In evidence-based scientific circles the MMR vaccine-autism hoax is already firmly nailed shut in a coffin and buried beneath a heavy load of epidemiological studies, virological studies, and revelations about how badly the original work was performed. Even the media seem to have latched on. However, small groups of grave diggers continue to visit it at night, disturbing the earth and performing bizarre acts of ritual quackery above the decayed corpse of a theory. Now, the final invocation they use to revive this revenant appears to be broken.

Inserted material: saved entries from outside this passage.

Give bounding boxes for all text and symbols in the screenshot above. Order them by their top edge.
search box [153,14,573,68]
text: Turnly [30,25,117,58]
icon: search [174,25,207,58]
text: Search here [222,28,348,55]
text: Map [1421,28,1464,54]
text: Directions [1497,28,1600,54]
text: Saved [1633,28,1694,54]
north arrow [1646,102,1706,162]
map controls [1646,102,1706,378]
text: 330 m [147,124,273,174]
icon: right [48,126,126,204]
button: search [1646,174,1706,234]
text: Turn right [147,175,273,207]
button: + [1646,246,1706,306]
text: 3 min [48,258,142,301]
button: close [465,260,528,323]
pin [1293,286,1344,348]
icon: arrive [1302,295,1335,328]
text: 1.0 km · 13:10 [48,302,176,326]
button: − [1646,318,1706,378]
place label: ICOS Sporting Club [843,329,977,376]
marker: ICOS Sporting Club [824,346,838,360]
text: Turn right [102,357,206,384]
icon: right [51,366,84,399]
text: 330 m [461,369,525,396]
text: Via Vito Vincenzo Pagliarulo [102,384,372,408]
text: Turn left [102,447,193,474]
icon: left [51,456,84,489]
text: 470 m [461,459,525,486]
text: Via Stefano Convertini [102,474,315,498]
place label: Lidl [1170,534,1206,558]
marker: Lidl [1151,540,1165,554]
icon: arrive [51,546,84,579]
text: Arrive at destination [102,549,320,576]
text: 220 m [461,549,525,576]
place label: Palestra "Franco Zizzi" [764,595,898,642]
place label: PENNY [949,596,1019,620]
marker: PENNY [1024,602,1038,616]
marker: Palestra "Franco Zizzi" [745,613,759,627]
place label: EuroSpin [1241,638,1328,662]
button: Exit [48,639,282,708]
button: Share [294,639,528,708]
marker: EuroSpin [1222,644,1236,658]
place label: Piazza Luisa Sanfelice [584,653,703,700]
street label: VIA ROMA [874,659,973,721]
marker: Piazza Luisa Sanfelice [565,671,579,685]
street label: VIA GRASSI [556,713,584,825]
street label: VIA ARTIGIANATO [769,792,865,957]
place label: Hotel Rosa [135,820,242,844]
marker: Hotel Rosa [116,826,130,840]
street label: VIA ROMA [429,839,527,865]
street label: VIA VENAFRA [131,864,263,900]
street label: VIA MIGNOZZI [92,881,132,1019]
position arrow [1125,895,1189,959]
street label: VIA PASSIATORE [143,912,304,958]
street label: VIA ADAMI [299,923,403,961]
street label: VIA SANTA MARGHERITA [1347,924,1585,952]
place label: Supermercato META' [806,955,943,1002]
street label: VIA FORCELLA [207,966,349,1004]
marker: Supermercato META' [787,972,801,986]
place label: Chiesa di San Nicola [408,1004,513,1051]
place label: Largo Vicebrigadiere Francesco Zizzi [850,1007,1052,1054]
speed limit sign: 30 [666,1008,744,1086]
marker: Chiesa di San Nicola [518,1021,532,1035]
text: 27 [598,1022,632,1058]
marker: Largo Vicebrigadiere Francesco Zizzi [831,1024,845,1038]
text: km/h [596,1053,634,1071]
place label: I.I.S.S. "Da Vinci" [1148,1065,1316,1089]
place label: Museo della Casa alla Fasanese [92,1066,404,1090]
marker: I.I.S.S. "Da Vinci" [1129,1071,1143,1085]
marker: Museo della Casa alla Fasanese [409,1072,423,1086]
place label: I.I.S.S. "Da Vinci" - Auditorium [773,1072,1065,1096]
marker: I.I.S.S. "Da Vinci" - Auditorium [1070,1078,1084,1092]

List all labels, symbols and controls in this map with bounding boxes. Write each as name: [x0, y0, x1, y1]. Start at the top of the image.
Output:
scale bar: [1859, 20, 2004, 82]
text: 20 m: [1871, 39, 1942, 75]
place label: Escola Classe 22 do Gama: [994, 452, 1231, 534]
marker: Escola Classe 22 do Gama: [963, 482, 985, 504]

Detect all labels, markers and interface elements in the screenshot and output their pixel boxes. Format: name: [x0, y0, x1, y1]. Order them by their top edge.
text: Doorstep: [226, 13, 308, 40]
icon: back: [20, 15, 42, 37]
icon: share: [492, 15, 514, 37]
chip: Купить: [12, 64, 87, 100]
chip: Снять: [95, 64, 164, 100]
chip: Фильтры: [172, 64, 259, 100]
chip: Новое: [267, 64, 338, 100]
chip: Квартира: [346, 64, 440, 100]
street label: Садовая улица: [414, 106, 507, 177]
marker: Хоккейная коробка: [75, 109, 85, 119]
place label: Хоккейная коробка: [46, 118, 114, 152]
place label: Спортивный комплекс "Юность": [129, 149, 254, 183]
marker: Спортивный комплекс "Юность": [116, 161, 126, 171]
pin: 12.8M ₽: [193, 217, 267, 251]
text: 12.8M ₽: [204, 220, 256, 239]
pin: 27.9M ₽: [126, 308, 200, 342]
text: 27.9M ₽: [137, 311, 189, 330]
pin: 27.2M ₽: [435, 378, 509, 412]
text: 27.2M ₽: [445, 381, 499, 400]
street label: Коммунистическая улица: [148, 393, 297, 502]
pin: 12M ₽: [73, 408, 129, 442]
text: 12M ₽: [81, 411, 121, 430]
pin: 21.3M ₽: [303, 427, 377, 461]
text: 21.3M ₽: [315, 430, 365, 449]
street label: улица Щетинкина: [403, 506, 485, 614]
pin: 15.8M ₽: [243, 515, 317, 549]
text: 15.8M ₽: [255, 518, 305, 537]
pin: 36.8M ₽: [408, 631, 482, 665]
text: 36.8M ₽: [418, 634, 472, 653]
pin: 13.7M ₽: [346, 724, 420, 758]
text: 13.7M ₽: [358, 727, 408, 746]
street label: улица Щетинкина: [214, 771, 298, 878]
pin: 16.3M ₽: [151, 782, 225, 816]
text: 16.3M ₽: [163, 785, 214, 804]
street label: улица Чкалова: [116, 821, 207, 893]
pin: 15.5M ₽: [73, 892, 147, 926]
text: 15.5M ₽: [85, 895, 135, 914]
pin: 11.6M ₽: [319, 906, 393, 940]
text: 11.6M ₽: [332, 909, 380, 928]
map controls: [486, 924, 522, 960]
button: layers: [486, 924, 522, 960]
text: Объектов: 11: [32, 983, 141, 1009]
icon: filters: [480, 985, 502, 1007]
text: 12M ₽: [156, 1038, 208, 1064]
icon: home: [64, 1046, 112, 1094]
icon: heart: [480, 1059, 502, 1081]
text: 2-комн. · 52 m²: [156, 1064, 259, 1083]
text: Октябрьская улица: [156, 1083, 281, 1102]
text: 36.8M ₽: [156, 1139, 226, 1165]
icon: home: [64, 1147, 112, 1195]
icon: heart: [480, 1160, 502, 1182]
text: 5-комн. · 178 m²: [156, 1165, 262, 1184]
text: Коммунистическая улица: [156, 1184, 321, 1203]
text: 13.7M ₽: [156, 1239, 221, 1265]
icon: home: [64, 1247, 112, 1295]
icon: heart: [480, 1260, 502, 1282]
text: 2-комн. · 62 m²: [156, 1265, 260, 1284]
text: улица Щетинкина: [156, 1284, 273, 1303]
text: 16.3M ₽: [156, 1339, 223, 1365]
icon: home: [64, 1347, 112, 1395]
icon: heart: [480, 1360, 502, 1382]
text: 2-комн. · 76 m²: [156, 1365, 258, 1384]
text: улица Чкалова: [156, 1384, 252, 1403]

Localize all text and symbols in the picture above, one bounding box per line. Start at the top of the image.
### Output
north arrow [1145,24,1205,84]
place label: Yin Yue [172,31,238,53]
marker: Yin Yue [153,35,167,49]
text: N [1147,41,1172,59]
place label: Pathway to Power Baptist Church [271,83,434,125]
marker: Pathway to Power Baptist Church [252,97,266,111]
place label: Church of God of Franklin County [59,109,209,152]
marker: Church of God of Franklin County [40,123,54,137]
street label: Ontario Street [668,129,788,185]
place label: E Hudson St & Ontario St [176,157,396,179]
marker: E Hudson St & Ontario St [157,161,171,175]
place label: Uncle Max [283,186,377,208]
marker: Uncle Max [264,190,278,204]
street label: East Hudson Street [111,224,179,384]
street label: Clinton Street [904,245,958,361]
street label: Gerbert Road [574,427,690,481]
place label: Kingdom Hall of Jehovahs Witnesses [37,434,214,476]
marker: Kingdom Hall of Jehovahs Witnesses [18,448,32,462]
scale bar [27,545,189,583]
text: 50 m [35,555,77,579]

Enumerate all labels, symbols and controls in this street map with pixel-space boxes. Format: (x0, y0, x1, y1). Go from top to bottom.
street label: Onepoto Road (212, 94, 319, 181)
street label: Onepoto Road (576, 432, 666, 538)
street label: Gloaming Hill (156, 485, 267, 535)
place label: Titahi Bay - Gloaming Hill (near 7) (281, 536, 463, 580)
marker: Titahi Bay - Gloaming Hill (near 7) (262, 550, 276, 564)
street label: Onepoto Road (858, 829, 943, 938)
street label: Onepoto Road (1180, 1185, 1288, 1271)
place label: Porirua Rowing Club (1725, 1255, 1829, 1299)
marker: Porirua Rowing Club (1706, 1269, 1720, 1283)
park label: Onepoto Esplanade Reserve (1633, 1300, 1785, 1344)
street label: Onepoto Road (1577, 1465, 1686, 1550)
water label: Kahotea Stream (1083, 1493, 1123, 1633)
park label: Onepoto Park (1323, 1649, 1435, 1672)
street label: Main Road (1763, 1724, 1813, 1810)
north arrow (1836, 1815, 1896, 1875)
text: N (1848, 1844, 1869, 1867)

After the virological studies of Afzal, D’Souza, and Baird, one of the criticisms made was that the studies had not examined the same thing that Wakefield had examined. Therefore, some argued Wakefield’s hypothesis that MMR vaccine was a causal agent for autism could not be discounted.
Wakefield thought he had linked intestinal abnormalities with autism, and parental views on a temporal relationship with MMR vaccination. This led to his first iteration of the MMR vaccine-autism hypothesis. Measles virus RNA was found in bowel tissue and peripheral blood mononuclear cells, although we now know that these results were dubious at best. Wakefield was even told that many of the results in one study were false positives. This was used as proof that MMR vaccine has contributed to autism by some gut associated pathology.
The Afzal, D’Souza, and Baird studies all looked for measles virus RNA in blood, rather than in bowel tissue. As Wakefield said of the Baird study:
it is a major error to have presumed that peripheral blood mononuclear cells are a valid proxy for gut mucosal lymphoid tissues when searching for persistent viral genetic material.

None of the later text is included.